**TASK REQUIREMENTS**: Repeat exactly the lines from the start of the records below through the line that contains "font-size:16px; font-weight:400; color:#9ea1a6", including both.

**DATA IN THIS EXERCISE**:

════════════════════

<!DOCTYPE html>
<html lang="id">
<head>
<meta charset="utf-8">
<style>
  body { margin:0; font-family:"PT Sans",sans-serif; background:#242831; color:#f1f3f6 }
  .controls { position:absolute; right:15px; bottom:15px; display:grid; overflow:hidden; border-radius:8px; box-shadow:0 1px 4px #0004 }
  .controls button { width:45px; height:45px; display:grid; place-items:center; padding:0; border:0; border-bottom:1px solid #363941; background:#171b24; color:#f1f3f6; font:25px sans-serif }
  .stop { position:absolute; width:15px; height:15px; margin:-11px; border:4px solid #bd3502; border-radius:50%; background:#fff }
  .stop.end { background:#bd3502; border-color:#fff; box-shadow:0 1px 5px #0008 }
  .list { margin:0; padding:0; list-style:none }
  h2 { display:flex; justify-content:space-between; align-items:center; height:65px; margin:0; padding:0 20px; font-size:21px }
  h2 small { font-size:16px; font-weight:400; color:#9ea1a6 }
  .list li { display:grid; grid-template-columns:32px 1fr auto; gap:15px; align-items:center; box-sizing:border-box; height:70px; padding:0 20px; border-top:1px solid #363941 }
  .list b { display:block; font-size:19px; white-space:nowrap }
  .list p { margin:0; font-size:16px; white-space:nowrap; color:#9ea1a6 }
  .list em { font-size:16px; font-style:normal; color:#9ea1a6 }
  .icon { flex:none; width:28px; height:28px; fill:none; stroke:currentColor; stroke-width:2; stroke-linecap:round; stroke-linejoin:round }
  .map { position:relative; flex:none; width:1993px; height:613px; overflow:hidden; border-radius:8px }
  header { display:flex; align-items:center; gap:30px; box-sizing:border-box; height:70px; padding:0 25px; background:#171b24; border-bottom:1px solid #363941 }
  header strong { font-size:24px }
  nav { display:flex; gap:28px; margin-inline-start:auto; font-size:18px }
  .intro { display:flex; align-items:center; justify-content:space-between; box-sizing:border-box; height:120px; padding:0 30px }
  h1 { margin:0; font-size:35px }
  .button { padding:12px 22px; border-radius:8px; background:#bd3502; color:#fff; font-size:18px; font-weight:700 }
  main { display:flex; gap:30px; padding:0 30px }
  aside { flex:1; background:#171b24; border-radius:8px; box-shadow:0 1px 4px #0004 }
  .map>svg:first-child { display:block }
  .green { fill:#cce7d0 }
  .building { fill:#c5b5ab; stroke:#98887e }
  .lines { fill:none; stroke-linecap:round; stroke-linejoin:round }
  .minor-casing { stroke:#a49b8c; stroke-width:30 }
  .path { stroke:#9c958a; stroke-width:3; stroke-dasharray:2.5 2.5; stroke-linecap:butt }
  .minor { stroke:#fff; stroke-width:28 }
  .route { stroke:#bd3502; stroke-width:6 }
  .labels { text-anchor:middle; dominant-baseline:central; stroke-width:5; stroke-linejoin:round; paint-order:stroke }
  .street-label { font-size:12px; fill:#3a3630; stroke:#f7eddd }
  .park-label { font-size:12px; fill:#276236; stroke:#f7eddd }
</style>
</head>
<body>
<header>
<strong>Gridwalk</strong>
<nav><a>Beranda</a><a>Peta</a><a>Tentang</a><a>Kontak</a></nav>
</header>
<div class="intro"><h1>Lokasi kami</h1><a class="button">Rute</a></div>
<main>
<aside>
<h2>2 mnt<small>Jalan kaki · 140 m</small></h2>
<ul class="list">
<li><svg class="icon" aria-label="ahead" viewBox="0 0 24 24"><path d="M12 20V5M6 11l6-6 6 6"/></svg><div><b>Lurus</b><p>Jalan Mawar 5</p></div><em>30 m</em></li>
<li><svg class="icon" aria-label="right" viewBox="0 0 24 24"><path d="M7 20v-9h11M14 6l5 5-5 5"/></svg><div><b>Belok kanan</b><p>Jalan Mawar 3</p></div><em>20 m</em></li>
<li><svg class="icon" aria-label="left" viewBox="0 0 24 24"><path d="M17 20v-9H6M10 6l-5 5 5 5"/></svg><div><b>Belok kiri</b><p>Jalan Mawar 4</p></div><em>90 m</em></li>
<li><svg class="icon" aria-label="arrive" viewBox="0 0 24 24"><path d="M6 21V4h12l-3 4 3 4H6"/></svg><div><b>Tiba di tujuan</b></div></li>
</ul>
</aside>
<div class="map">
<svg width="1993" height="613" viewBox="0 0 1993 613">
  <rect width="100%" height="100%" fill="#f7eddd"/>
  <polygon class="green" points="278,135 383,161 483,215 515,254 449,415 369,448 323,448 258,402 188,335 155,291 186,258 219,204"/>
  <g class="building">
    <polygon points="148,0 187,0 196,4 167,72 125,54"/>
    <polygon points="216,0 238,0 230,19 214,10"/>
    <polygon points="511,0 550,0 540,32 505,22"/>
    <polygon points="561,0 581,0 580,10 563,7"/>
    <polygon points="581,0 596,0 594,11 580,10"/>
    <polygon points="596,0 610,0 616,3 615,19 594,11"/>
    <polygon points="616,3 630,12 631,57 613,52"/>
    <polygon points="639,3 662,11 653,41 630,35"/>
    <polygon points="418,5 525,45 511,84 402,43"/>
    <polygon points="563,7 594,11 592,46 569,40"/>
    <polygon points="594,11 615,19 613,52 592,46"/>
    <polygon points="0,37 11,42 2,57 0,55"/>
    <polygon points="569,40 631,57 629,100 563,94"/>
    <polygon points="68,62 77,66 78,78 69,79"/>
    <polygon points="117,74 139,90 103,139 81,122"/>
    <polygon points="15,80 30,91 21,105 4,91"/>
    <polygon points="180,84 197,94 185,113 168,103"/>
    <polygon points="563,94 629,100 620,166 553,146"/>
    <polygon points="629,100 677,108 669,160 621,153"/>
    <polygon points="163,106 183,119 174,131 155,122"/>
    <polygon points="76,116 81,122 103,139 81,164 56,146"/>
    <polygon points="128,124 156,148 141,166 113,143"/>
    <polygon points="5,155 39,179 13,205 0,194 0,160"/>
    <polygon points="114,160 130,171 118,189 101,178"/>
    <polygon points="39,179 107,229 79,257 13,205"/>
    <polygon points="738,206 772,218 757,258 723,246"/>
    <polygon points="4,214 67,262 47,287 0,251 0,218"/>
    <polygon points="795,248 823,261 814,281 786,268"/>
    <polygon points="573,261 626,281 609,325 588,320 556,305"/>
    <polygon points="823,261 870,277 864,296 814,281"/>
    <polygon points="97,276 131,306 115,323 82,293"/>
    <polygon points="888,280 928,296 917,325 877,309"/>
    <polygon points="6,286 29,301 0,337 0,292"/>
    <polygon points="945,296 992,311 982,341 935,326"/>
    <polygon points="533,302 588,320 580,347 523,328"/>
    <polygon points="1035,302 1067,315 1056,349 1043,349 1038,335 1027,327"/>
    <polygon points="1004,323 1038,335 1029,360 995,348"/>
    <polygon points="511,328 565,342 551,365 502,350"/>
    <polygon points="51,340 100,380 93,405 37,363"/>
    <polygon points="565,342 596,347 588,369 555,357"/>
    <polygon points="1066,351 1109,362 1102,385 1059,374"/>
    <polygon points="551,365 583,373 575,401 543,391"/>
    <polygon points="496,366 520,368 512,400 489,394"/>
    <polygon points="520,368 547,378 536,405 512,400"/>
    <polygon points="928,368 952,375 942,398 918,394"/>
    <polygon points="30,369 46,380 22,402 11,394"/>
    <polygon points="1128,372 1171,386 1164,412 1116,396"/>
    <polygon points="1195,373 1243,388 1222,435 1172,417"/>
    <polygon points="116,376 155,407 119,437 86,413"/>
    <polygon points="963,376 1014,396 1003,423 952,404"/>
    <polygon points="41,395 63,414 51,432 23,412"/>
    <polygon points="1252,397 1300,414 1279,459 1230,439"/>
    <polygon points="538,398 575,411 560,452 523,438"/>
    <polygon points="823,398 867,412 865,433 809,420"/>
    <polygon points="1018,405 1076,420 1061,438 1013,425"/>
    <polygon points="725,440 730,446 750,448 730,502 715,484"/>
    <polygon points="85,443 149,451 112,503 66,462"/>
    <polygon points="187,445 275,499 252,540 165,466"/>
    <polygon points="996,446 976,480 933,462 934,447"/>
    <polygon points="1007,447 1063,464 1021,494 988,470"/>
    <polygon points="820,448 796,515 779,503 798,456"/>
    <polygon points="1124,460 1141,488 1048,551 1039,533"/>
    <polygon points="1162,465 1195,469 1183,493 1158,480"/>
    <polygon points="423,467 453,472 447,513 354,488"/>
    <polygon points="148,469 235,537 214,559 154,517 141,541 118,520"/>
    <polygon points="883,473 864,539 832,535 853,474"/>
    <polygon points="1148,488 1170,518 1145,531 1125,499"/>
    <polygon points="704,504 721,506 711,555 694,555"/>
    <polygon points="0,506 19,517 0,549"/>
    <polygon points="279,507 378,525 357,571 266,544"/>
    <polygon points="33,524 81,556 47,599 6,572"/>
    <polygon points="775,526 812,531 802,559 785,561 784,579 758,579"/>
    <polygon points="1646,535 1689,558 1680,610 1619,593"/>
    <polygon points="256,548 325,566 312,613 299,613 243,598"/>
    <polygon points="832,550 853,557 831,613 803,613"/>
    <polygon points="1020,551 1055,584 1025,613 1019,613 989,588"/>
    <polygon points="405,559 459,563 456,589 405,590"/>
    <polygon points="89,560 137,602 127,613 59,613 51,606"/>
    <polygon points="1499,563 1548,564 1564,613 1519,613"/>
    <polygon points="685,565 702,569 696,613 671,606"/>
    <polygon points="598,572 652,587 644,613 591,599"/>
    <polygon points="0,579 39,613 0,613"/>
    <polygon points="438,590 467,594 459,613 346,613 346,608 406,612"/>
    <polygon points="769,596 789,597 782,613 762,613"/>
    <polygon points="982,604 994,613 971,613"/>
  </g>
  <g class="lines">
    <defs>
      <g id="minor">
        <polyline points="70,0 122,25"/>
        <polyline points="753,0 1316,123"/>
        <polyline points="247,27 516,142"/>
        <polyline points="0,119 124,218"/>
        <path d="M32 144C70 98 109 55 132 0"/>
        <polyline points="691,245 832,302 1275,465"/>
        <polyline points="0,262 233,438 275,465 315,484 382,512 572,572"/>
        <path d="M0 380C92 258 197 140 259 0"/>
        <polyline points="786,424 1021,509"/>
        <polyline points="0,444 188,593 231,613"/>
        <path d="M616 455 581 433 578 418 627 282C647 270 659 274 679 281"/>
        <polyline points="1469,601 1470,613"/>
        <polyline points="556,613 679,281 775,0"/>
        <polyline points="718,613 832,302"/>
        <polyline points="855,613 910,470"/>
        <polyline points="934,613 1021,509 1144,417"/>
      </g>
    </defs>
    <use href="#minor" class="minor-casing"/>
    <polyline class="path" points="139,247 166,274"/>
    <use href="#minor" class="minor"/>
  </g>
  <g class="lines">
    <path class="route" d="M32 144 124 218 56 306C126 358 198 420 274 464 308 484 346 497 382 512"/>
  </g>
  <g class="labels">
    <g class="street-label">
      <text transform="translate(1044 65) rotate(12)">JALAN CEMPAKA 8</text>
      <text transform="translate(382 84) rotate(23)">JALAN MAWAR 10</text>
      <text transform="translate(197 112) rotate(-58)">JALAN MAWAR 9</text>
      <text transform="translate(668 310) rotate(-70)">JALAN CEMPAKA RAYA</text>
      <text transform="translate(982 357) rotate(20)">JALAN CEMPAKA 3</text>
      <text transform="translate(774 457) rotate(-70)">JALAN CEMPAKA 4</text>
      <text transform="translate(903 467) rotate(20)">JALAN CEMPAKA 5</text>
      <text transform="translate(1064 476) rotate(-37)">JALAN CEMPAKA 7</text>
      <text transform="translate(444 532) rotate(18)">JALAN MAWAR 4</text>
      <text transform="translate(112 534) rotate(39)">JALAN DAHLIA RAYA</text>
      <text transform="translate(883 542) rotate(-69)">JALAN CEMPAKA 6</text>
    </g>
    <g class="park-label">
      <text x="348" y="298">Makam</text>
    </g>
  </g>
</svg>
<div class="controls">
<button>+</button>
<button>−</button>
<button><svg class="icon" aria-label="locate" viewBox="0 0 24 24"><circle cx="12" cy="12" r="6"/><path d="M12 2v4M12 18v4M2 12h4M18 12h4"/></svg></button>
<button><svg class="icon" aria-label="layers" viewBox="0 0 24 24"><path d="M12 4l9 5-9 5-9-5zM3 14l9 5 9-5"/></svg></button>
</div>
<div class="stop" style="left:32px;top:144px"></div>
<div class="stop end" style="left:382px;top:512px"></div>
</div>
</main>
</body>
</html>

════════════════════

**PROBLEM SOLUTION**:
<!DOCTYPE html>
<html lang="id">
<head>
<meta charset="utf-8">
<style>
  body { margin:0; font-family:"PT Sans",sans-serif; background:#242831; color:#f1f3f6 }
  .controls { position:absolute; right:15px; bottom:15px; display:grid; overflow:hidden; border-radius:8px; box-shadow:0 1px 4px #0004 }
  .controls button { width:45px; height:45px; display:grid; place-items:center; padding:0; border:0; border-bottom:1px solid #363941; background:#171b24; color:#f1f3f6; font:25px sans-serif }
  .stop { position:absolute; width:15px; height:15px; margin:-11px; border:4px solid #bd3502; border-radius:50%; background:#fff }
  .stop.end { background:#bd3502; border-color:#fff; box-shadow:0 1px 5px #0008 }
  .list { margin:0; padding:0; list-style:none }
  h2 { display:flex; justify-content:space-between; align-items:center; height:65px; margin:0; padding:0 20px; font-size:21px }
  h2 small { font-size:16px; font-weight:400; color:#9ea1a6 }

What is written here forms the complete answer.